Similarly, we have no idea why HIV prevalence is so high in some African countries but so low in others. The fact that HIV prevalence is very low in countries that practice FGM is not seen as justification for carrying out trials of the operation on millions of people and presenting the results at an international HIV conference (such trials would probably be carried in secret, anyhow). In fact, FGM status is quite rightly seen as irrelevant to HIV transmission, and that even if it is somehow relevant, carrying out trials into the operation as a HIV intervention would be entirely unethical.

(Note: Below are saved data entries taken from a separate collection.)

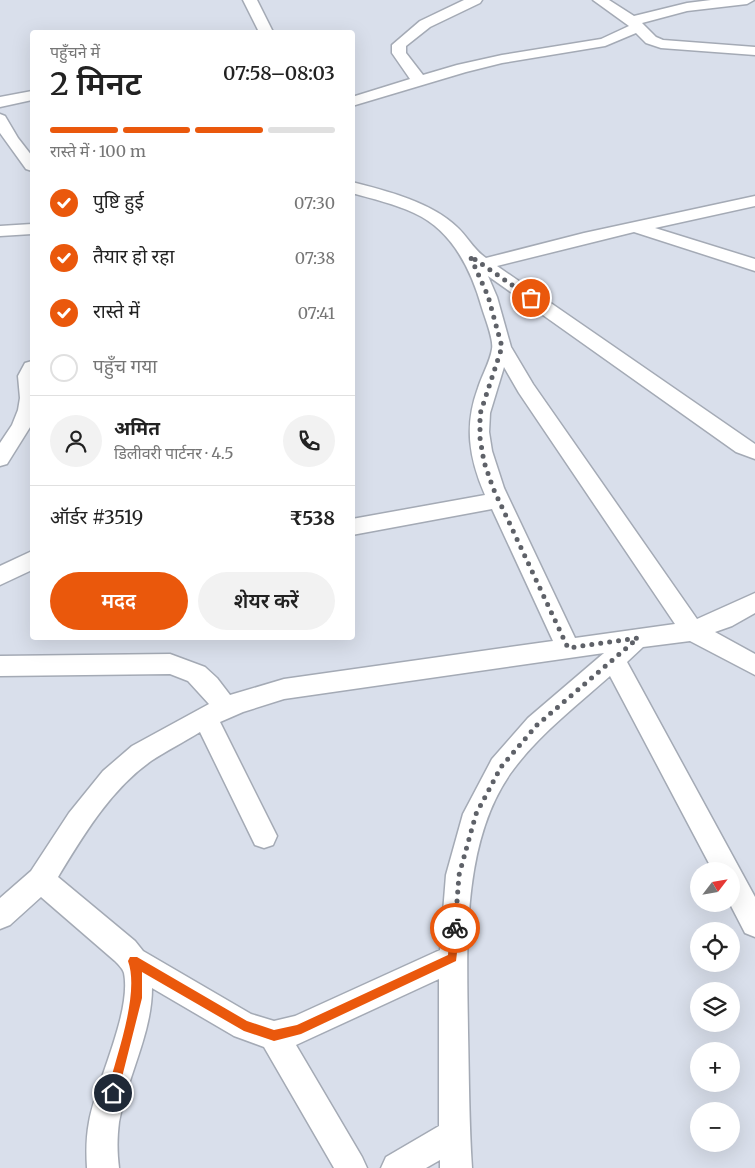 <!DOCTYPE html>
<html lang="hi">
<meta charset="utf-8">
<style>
body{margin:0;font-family:Merriweather,"Noto Sans Devanagari",serif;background:#f2f2f2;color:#222;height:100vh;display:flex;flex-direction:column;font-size:19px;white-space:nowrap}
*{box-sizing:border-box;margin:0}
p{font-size:16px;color:#767676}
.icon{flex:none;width:28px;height:28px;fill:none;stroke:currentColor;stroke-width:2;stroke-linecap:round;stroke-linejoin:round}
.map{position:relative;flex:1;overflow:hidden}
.side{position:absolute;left:30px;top:30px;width:325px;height:610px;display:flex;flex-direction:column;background:#fff;border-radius:5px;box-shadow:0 5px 20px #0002}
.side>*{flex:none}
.needle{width:32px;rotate:59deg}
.tools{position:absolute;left:690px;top:862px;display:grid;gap:10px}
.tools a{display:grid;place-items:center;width:50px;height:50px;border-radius:50%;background:#fff;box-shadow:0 5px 20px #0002;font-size:25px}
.pin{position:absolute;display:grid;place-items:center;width:42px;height:42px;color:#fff;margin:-21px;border:2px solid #fff;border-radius:50%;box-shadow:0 1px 5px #0007}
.courier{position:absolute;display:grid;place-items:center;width:50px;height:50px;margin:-25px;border:4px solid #ea580c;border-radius:50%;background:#fff;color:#222;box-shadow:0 1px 6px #0007}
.headline em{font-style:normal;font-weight:600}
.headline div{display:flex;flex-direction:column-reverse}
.headline{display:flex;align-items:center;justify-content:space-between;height:85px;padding:0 20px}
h1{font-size:32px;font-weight:600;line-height:38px}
.bar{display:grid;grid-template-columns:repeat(4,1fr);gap:8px 5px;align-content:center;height:60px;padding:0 20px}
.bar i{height:6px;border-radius:4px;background:#e0e0e0}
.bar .selected{background:#ea580c}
.bar p{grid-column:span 4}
.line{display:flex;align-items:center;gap:12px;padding:0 20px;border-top:1px solid #e0e0e0}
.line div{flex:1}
.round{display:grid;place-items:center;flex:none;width:52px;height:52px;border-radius:26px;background:#f2f2f2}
ol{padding:0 20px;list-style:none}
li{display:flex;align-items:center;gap:15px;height:55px}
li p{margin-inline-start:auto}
li .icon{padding:5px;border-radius:50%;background:#ea580c;color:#fff;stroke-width:4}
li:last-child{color:#767676}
li i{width:28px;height:28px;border:2px solid #e0e0e0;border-radius:50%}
.primary-button{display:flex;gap:10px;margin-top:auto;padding:10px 20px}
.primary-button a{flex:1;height:58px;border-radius:30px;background:#ea580c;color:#fff;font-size:20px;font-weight:600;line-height:58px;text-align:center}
.primary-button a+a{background:#f2f2f2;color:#222}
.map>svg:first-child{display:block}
</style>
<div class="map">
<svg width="755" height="1168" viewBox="0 0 755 1168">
<rect width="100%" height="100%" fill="#d9dfeb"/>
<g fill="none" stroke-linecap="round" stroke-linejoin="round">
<g stroke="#a4aab5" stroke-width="3">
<g id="street">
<path d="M243,0H257L273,32H259Z"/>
<path d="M464,0H482L480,3L430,27L406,46V53L423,75L457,65L502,55L601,39L629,26L593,0H609L634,16L687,3L711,0H754L747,4L687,11L642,23L656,37L663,40L755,47V55L661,48L646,43L636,33L605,46L502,63L466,72L352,106V97L410,79L392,53V45L420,21Z"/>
<path d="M32,91V100L0,107V97Z"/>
<path d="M0,114L5,116L18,138L32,156V171L26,169L0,133Z"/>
<path d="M352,182C387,191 431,202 457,227C468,237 473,249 486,258L584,233L755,196V206L655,228L755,259V271L634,232L497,266L755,444V459L736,452L488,276L497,297L511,347L533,384L697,619L755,593V613L732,626L715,632L755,654V675L690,641L643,647L627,662L755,897V937L745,933L730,904H731V871H713L610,676C575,707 537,736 510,774C461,845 467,949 468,1032C469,1077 469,1123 472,1168H440V1160L426,1168H381L386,1157L439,1126V979L296,1045L362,1157L367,1168H334L264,1047L234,1036L152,988C152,1034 127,1077 119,1122C117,1138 117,1152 119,1168H87C86,1152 86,1138 89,1122C96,1082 132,1012 124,973C123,969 118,964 115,961L41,897L10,925L0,929V898L31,871L69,813L103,771L132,746L209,704L188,681L170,674L0,676V656L170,654L205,667L217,678L230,695L284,679L553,641L492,509L352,535V519L485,495C469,458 464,426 478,388C482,375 490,362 492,349C494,340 485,318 482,308C471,269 452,230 414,213C395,204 373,199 352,193ZM504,367L519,393L675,624L575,638L504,488L492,451L489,432L490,413ZM604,653L528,718L492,759L463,814L446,875L440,950L295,1016L274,1021L251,1014L143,951L135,941L58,877C83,836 110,790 151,761C166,751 184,742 200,732L255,845L264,848L273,845L277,836L220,722L243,712L284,699Z"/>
<path d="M32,224V234L0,236V226Z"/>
<path d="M32,361V424L7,464L0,466V443L12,425L18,410L20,398L18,376L25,363Z"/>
<path d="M32,551V570L0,585V566Z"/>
</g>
</g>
<use href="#street" fill="#fff" fill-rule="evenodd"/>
</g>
<path fill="#ea580c" d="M455,924L460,928L456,961L301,1034L274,1041L244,1031L142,972V998L118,1093L117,1096L113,1098L109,1096L107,1093C116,1057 140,994 128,961L130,957H137L247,1021L274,1030L297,1025L448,955L450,928Z"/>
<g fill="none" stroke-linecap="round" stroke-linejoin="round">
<path stroke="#5e6168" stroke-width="5" stroke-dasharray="0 9" d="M455,928L459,875L476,814L501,767L537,725L638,638L568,648L493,488L484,462L480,438V414L502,347L488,296L470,256L531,298"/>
</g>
</svg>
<div class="tools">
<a><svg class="needle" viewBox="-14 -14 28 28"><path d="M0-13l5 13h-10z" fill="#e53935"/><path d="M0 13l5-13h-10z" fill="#767676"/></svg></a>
<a><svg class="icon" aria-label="locate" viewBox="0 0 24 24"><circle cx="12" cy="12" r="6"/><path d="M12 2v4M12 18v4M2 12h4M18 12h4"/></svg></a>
<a><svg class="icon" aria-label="layers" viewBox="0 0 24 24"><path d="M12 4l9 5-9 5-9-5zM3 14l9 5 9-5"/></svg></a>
<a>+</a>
<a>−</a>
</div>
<div class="pin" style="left:531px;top:298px;background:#ea580c"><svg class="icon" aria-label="bag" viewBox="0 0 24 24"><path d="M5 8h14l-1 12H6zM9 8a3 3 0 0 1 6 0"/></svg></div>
<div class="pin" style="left:113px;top:1093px;background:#1f2937"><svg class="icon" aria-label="home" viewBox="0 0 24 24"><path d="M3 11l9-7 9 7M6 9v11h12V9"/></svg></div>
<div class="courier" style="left:455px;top:928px"><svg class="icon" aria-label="bike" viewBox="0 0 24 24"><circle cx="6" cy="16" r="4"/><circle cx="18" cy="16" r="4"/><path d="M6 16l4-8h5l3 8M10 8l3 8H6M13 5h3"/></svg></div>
<section class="side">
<div class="headline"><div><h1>2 मिनट</h1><p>पहुँचने में</p></div><em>07:58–08:03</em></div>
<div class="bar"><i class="selected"></i><i class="selected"></i><i class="selected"></i><i></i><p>रास्ते में · 100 m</p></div>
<ol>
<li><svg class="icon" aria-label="check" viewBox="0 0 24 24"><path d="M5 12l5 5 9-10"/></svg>पुष्टि हुई<p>07:30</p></li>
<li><svg class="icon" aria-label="check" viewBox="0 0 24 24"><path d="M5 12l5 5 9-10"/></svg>तैयार हो रहा<p>07:38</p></li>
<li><svg class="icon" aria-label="check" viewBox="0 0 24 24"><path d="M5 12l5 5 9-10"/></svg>रास्ते में<p>07:41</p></li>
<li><i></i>पहुँच गया</li>
</ol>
<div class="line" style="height:90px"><a class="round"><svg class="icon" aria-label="person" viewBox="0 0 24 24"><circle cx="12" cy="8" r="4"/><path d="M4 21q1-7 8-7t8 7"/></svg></a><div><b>अमित</b><p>डिलीवरी पार्टनर · 4.5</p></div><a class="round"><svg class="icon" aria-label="phone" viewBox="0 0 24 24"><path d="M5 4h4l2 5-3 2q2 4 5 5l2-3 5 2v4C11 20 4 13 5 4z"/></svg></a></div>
<div class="line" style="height:65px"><div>ऑर्डर #3519</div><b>₹538</b></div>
<div class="primary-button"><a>मदद</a><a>शेयर करें</a></div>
</section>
</div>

International health and development institutions, the UN, the mainstream media, political and religious leaders all around the world, and many others, condemn FGM and would not consider it as a means of reducing HIV transmission. They would not even condone carrying out field trials into any kind of FGM, not even the less damaging kinds of FGM, the kind that does no permanent damage, because it is not ethically justifiable to carry out such an operation for no medical reason on infants, children, or even unconsenting adults.

But the research carried out by the people slapping each other on the back in Melbourne, presumably at some considerable cost, were financed by the likes of the Gates Foundation (which also funds the English Guardian’s Development section, where the FGM article appears), FHI 360, Engender-Health and University of Illinois at Chicago. Several (if not all) of these institutions have their origins in a ‘population control’ theory of development, the belief that the population of developing countries is too high, and lowering birth rates will increase development and reduce poverty; less polite people would call this ‘eugenics’.

I wonder if these parties have some information about, or beliefs about, mass male circumcision having some negative influence on fertility. Because, if they were to believe the same thing about FGM, would they also promote it with the same energy and persistence (and funding, and institutional backing)? What about other means of reducing fertility, such as Depo Provera, which has been associated with higher rates of HIV transmission? Gates and other ‘population control’ organizations certainly do promote that.

So promoting your favorite ‘public health’ intervention as a means of reducing HIV when the evidence is slim is bad enough. But this intervention involves something that is ethically unjustifiable unless it is carried out for medical reasons. So these various parties went a step further: they carried out, and continue to carry out, ‘trials’ of this operation on millions of people. The excuse is that it ‘reduces HIV transmission’. But using that kind of evidence, so does FGM.

Genital mutilation without consent is not ethically justifiable; the fact that HIV prevalence is lower in countries where genital mutilation is common does not justify mass male circumcision programs, where millions of people are unwitting guinea pigs to this neoeugenicist experiment. Those promoting mass male circumcision programs, funding them or working on them are involved in a crime of inestimable proportions, and must be stopped.